Na principal Casa legislativa do Estado, a deputada Ana Paula Siqueira conseguiu escapar do martírio enfrentado pela colega petista ao fazer um pedido baseado no artigo 7º, inciso 13, da Constituição Federal, que prevê “licença à gestante, sem prejuízo do emprego e do salário, com a duração de 120 dias”. Não será necessária a convocação de um suplente, tendo em vista o período da licença.

Apesar de ter conseguido o afastamento, a deputada protocolou um requerimento para a inclusão da licença-maternidade no regimento interno da Casa. Ao BHAZ, Ana Paula Siqueira disse que o objetivo é evitar que outras parlamentares passem pela mesma situação no futuro – ou até mesmo da vereadora de Santa Luiz. “Ela [Suzane Duarte] não voltou porque queria, voltou para não perder aquele espaço.

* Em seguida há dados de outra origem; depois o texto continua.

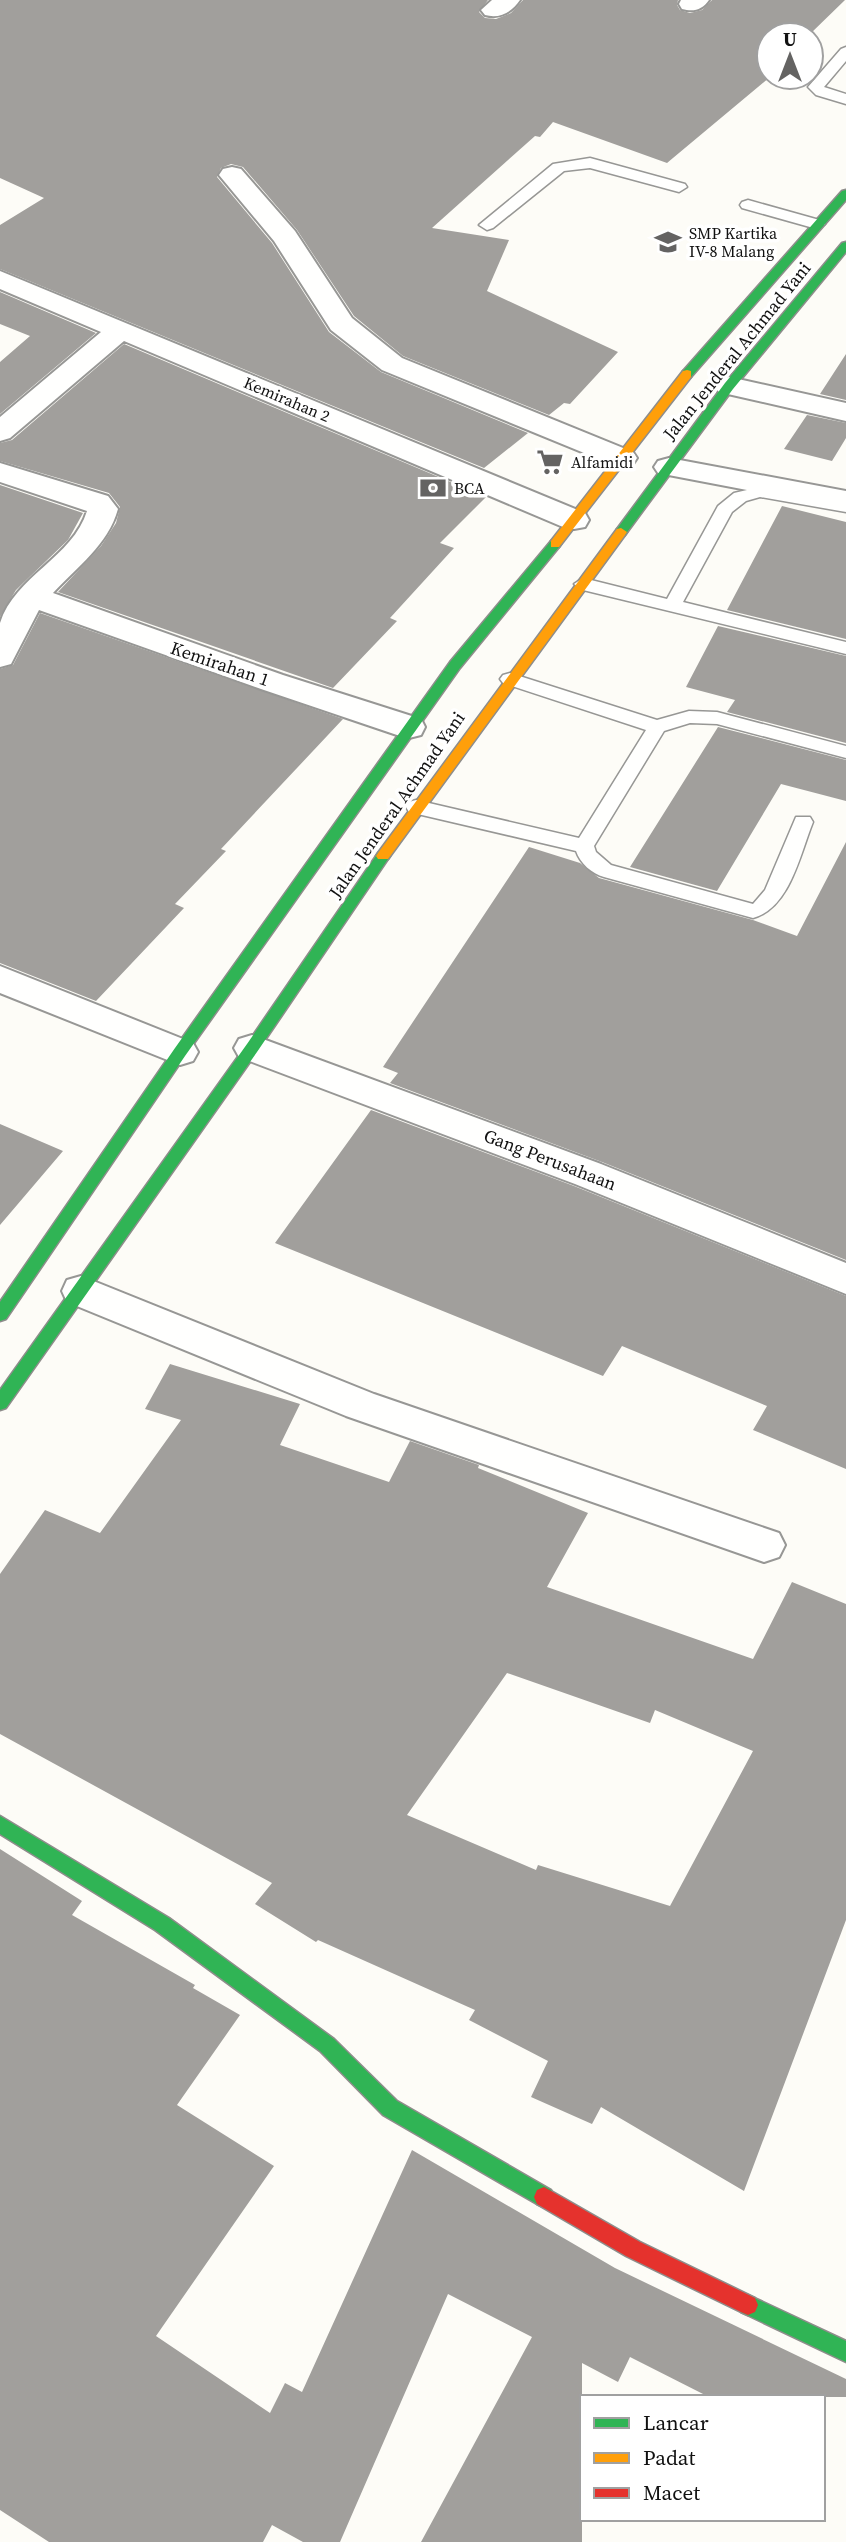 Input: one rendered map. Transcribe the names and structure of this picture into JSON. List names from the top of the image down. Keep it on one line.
{"streets":{"main road":["Jalan Jenderal Achmad Yani"],"street":["Kemirahan 2","Kemirahan 1","Gang Perusahaan"]},"crossings":[["Jalan Jenderal Achmad Yani","Kemirahan 2"],["Jalan Jenderal Achmad Yani","Kemirahan 1"],["Jalan Jenderal Achmad Yani","Gang Perusahaan"]],"places":{"school or university":["SMP Kartika IV-8 Malang"],"supermarket":["Alfamidi"],"bank":["BCA"]},"legend":["Lancar","Padat","Macet"],"north":"top"}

Acabou sendo penalizada por gerar uma vida”, comenta Ana Paula.

O documento protocolado pela deputada abrange também a licença-paternidade, e solicita a garantia do direito com as prerrogativas parlamentares asseguradas. Isso significa que, apesar de estar em licença, o parlamentar ainda poderá cumprir parte de suas funções caso tenha interesse, como participar de votações.

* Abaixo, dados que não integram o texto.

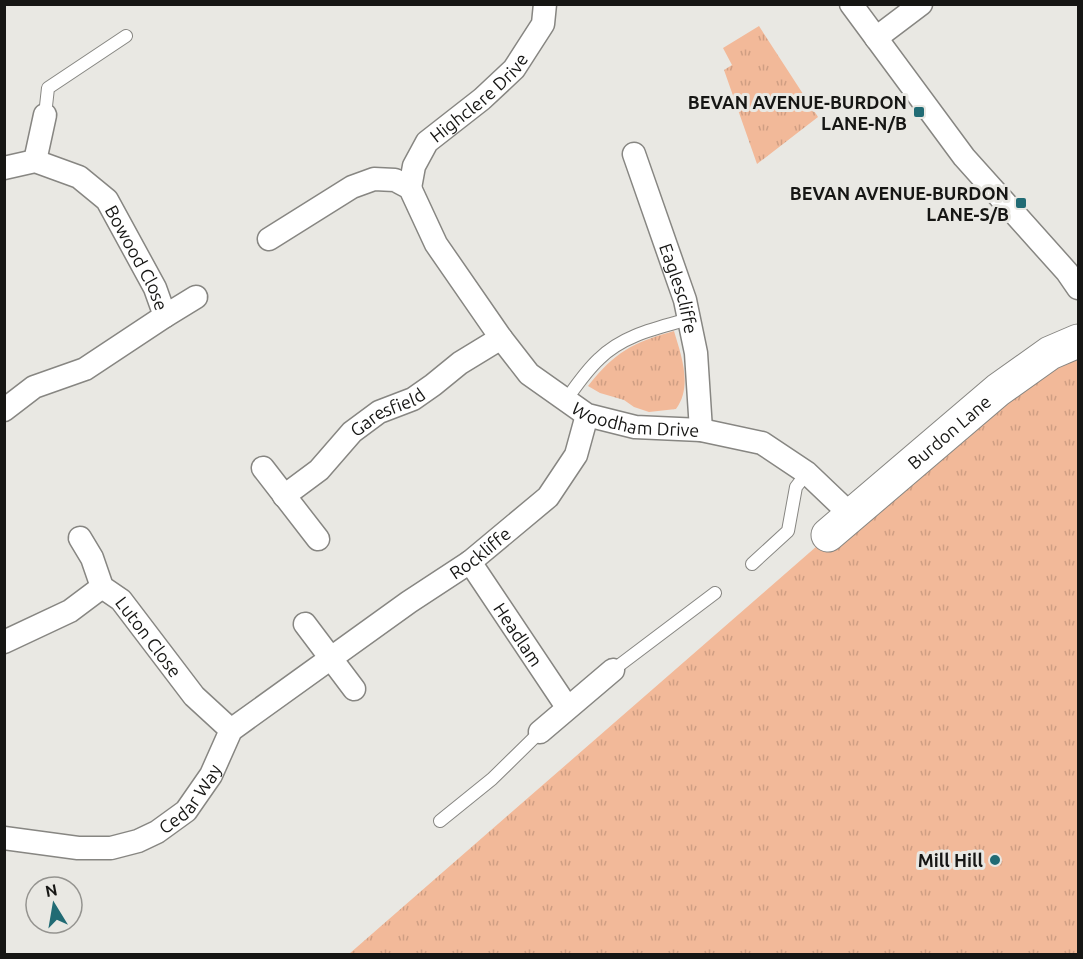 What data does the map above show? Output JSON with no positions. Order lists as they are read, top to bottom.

Em 1998, a então deputada estadual Elbe Brandão também precisou fazer requerimento semelhante à da Ana Paula para garantir a licença prevista na Constituição de 120 dias.

‘Não é razóavel’

Situação semelhante é a da CMBH (Câmara Municipal de Belo Horizonte). Não há qualquer menção ao direito no regimento interno, mas, por nota (leia na íntegra abaixo), a assessoria da Casa afirmou que “não há dúvida quanto ao direito das vereadoras de gozar da licença maternidade”. “Registra-se que a vereadora é inscrita no Regime Geral de Previdência Social, motivo pelo aplica-se o prazo de 120 dias que todas as trabalhadoras têm direito”.

No entanto, parlamentares e estudiosos avaliam que o tema ignorado no regimento interno evidencia como todo o ambiente político foi construído ignorando a mulher. “Você não deveria ter que recorrer a outras instâncias para ter um direito reconhecido. Inclusive a licença maternidade nossa é muito pequena se comparada a outros países. Em pleno século 21 ter que recorrer à Justiça para reconhecer um direito que já é reconhecido é absurdo”, afirma Mara Telles.

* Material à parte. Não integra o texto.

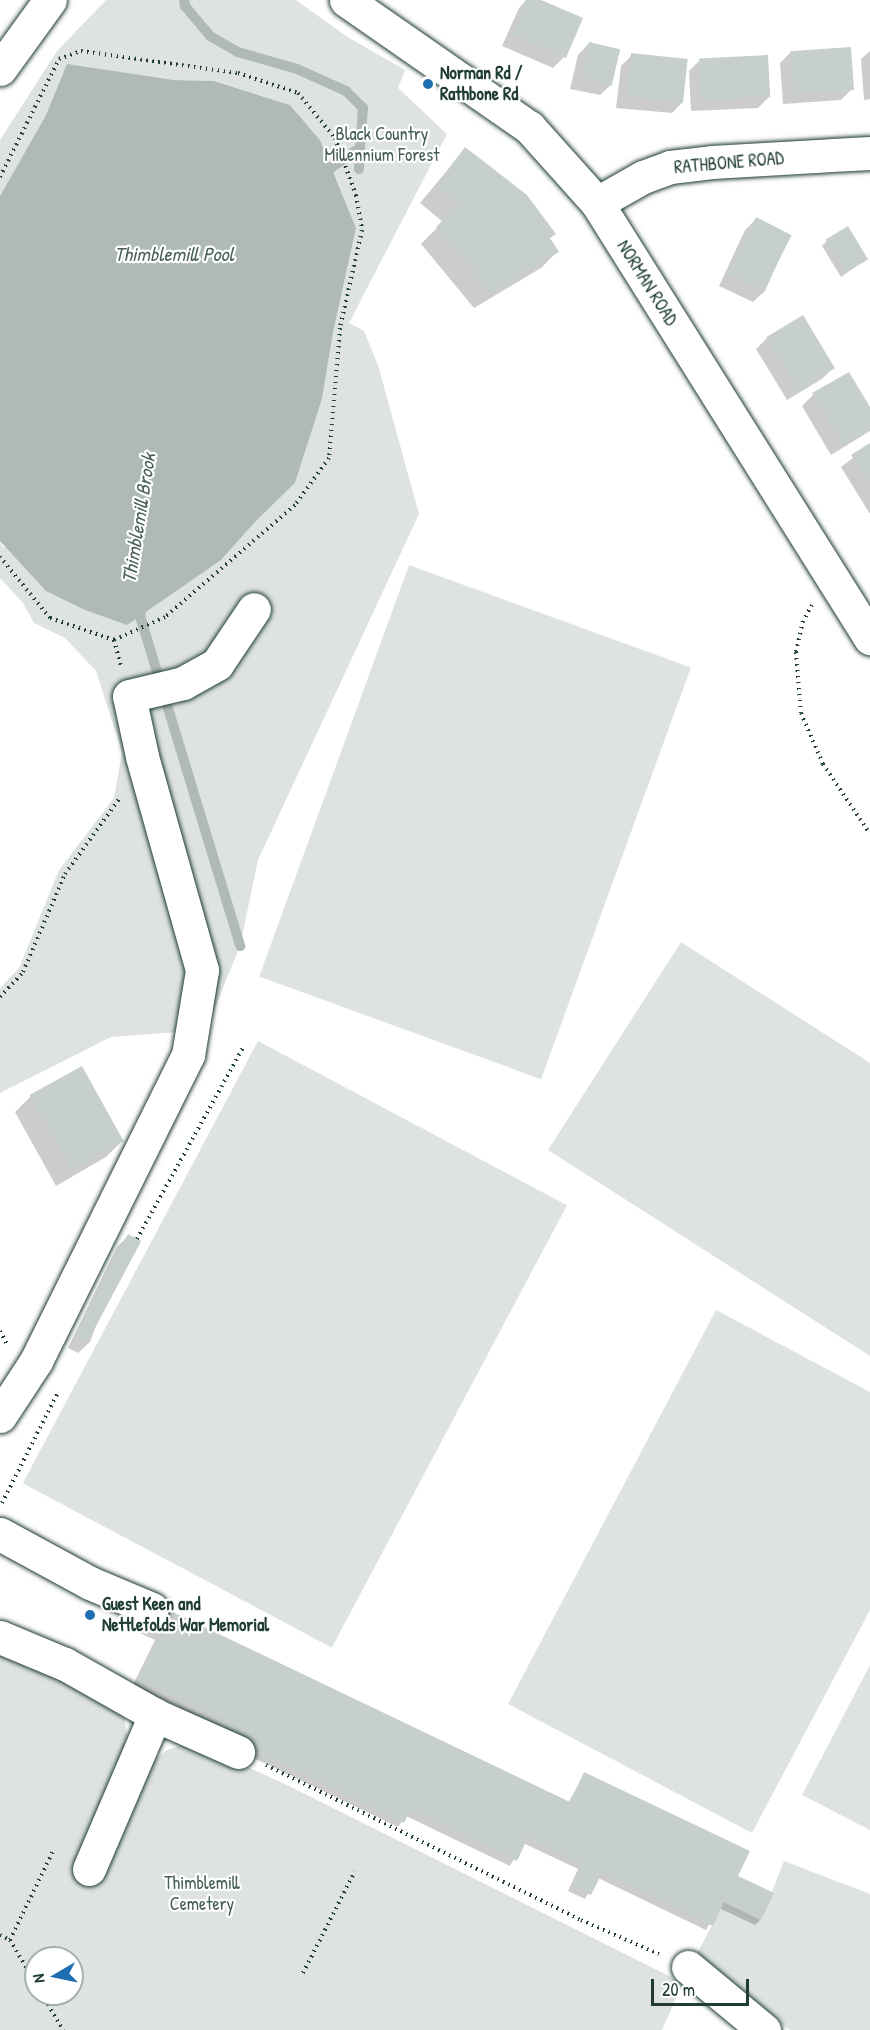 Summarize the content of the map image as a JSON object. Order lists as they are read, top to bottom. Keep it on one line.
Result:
{"streets":{"street":["RATHBONE ROAD","NORMAN ROAD"]},"crossings":[["RATHBONE ROAD","NORMAN ROAD"]],"water":["Thimblemill Pool","Thimblemill Brook"],"parks":["Black Country Millennium Forest","Thimblemill Cemetery"],"places":["Norman Rd / Rathbone Rd","Guest Keen and Nettlefolds War Memorial"],"scale_bar":"20 m","north":"left"}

“Cada vez mais, vemos ações que são feitas para que mulheres ocupem espaços de representação pública, mas não é razoável estimular que elas ocupem esses espaços se, quando elas constituírem família e gerarem filhos, terão que enfrentar essa instabilidade”, acredita a deputada estadual Ana Paula Siqueira.

A deputada destaca que, das 27 Casas Legislativas do país, apenas dez fazem menção à licença-maternidade, como já faz a Câmara Federal. Em outras 17, o direito também não está presente nas normas internas.

Para ela, estar presente em um local onde houve uma ausência feminina por muito tempo é um indicativo de que situações sem precedentes serão comuns. “Para que as instituições políticas de fato recebam as mulheres, elas precisam estar adequadas a elas”, observa.

Já a vereadora Suzane Duarte destaca que os espaços públicos de representação devem ser organizados para acolher cada indivíduo. “Devem garantir a presença das mulheres de forma integral. Não dá para ocupar como se fôssemos os homens, temos nossas peculiaridades”, finaliza.

Mudanças no regimento

Alterações no Regimento Interno da Assembleia Legislativa podem ocorrer eventualmente. Segundo a ALMG, “as mudanças são frutos de estudos e da necessidade comprovada de atualizações, sempre por meio de Projeto de Resolução aprovado em Plenário.”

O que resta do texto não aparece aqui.